--- Task input Enclosed Below ---
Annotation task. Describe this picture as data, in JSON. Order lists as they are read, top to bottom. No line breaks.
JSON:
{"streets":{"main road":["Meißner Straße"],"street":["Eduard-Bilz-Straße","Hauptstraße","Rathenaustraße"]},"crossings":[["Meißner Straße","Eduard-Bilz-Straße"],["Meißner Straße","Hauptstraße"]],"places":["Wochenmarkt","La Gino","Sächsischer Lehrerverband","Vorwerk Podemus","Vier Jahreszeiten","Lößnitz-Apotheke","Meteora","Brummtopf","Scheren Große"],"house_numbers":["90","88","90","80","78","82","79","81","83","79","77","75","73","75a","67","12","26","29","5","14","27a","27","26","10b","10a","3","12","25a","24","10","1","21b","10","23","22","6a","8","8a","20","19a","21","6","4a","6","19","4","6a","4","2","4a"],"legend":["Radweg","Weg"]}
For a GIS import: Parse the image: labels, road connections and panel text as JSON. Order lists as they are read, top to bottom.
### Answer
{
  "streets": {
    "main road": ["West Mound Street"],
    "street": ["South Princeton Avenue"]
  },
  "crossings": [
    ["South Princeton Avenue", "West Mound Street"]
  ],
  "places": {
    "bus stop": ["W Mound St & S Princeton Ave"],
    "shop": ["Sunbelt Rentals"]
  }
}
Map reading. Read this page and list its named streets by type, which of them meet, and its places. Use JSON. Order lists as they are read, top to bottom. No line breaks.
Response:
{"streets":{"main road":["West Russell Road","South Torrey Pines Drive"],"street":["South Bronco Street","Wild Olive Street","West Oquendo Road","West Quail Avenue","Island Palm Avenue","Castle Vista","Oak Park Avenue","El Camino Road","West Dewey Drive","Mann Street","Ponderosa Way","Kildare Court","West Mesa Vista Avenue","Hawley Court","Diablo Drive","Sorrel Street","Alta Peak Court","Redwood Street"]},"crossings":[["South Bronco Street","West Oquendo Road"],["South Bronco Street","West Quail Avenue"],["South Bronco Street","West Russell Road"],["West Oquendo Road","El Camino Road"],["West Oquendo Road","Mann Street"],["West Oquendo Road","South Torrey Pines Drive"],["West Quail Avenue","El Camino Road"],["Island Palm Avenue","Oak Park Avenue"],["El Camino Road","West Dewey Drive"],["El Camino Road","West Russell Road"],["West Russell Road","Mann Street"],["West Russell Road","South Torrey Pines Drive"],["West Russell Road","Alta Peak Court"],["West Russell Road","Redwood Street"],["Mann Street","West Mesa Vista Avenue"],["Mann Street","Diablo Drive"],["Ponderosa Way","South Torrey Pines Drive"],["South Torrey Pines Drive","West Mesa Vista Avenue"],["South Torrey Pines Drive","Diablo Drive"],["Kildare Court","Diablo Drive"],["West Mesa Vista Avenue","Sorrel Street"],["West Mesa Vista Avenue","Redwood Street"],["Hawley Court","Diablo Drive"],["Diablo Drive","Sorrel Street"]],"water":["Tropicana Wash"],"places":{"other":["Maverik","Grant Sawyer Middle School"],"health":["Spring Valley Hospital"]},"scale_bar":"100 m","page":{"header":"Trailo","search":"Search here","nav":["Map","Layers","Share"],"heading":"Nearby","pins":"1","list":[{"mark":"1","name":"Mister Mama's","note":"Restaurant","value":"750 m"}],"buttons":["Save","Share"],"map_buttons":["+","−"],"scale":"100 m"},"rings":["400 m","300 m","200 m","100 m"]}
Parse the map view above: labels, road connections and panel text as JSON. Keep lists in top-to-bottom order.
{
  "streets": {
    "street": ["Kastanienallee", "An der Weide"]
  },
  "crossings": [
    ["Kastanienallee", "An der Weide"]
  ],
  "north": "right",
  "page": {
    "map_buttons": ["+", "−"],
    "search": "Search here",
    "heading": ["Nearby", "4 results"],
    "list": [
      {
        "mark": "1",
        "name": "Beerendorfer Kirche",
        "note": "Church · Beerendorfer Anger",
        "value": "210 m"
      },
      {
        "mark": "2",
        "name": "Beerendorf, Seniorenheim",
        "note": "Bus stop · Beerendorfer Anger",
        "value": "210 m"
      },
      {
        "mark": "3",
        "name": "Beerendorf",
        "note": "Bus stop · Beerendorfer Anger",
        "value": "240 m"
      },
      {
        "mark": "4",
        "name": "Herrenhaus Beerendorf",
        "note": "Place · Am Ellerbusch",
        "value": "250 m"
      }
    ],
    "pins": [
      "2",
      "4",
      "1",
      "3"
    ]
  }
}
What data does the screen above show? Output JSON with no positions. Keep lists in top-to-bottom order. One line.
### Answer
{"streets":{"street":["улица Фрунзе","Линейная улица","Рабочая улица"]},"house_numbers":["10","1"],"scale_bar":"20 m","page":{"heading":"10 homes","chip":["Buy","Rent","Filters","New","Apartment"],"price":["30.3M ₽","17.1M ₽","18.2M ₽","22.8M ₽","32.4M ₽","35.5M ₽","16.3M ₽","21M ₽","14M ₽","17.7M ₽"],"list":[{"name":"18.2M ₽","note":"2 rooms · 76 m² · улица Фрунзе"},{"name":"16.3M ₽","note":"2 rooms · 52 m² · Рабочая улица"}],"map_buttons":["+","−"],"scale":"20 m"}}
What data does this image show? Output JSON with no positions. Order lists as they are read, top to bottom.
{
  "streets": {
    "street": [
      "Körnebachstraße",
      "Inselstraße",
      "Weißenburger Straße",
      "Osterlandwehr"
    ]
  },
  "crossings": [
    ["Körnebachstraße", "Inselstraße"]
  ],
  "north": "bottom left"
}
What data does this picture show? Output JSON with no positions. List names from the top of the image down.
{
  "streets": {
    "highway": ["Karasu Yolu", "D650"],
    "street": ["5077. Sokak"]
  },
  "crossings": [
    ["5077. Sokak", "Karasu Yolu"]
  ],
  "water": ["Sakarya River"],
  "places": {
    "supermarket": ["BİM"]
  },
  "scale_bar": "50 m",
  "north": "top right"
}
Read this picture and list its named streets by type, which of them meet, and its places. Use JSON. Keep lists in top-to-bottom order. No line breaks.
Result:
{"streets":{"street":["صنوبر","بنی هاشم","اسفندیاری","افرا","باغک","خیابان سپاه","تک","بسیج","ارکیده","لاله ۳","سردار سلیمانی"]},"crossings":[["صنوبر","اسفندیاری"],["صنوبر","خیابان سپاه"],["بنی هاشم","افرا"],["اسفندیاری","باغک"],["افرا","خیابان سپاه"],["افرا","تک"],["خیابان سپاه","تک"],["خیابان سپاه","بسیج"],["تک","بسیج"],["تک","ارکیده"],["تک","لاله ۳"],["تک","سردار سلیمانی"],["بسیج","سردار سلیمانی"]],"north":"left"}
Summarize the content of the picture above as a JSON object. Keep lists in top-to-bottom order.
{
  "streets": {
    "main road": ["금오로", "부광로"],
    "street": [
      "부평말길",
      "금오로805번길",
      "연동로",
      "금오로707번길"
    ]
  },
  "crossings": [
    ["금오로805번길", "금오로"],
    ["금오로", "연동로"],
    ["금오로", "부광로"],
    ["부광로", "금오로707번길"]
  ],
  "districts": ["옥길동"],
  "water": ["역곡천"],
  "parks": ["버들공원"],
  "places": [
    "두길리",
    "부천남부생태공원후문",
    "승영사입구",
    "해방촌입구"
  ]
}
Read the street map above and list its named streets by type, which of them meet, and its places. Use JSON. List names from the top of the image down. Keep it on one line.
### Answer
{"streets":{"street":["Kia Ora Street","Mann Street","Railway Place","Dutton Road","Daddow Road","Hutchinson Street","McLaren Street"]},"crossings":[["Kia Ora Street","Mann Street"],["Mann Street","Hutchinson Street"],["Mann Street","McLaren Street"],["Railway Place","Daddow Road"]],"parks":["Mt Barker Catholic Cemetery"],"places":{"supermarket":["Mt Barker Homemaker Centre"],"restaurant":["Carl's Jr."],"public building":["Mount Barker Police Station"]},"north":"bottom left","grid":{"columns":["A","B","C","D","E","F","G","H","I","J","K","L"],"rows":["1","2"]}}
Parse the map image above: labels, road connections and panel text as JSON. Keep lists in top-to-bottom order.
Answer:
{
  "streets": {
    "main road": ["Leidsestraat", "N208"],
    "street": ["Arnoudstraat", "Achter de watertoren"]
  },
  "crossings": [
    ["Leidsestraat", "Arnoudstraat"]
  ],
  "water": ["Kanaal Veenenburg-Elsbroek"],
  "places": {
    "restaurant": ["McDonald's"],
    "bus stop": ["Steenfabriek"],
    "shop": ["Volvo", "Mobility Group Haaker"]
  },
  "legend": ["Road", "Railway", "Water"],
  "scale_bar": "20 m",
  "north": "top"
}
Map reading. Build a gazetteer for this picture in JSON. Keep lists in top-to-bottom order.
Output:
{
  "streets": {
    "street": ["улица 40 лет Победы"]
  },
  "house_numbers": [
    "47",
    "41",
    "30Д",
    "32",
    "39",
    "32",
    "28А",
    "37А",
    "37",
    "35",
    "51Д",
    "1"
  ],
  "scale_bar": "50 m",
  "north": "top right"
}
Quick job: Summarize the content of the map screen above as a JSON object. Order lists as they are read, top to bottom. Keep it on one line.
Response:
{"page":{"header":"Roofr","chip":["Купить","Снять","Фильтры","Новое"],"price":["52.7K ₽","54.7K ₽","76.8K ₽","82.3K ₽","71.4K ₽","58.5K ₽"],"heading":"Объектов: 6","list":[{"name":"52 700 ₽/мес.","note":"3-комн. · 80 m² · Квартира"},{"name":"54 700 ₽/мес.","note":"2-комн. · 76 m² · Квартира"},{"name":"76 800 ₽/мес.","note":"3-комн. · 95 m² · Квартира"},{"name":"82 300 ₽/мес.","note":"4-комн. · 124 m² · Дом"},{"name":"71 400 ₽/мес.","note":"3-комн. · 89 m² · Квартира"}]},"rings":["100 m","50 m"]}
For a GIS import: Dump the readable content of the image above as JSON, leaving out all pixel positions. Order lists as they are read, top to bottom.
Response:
--- End of Enclosed Task input ---
**What is being asked**
Repeat, word for word, the lines from the opening of the material through the line containing "For a GIS import: Parse".

**Response to this task**
Annotation task. Describe this picture as data, in JSON. Order lists as they are read, top to bottom. No line breaks.
JSON:
{"streets":{"main road":["Meißner Straße"],"street":["Eduard-Bilz-Straße","Hauptstraße","Rathenaustraße"]},"crossings":[["Meißner Straße","Eduard-Bilz-Straße"],["Meißner Straße","Hauptstraße"]],"places":["Wochenmarkt","La Gino","Sächsischer Lehrerverband","Vorwerk Podemus","Vier Jahreszeiten","Lößnitz-Apotheke","Meteora","Brummtopf","Scheren Große"],"house_numbers":["90","88","90","80","78","82","79","81","83","79","77","75","73","75a","67","12","26","29","5","14","27a","27","26","10b","10a","3","12","25a","24","10","1","21b","10","23","22","6a","8","8a","20","19a","21","6","4a","6","19","4","6a","4","2","4a"],"legend":["Radweg","Weg"]}
For a GIS import: Parse the image: labels, road connections and panel text as JSON. Order lists as they are read, top to bottom.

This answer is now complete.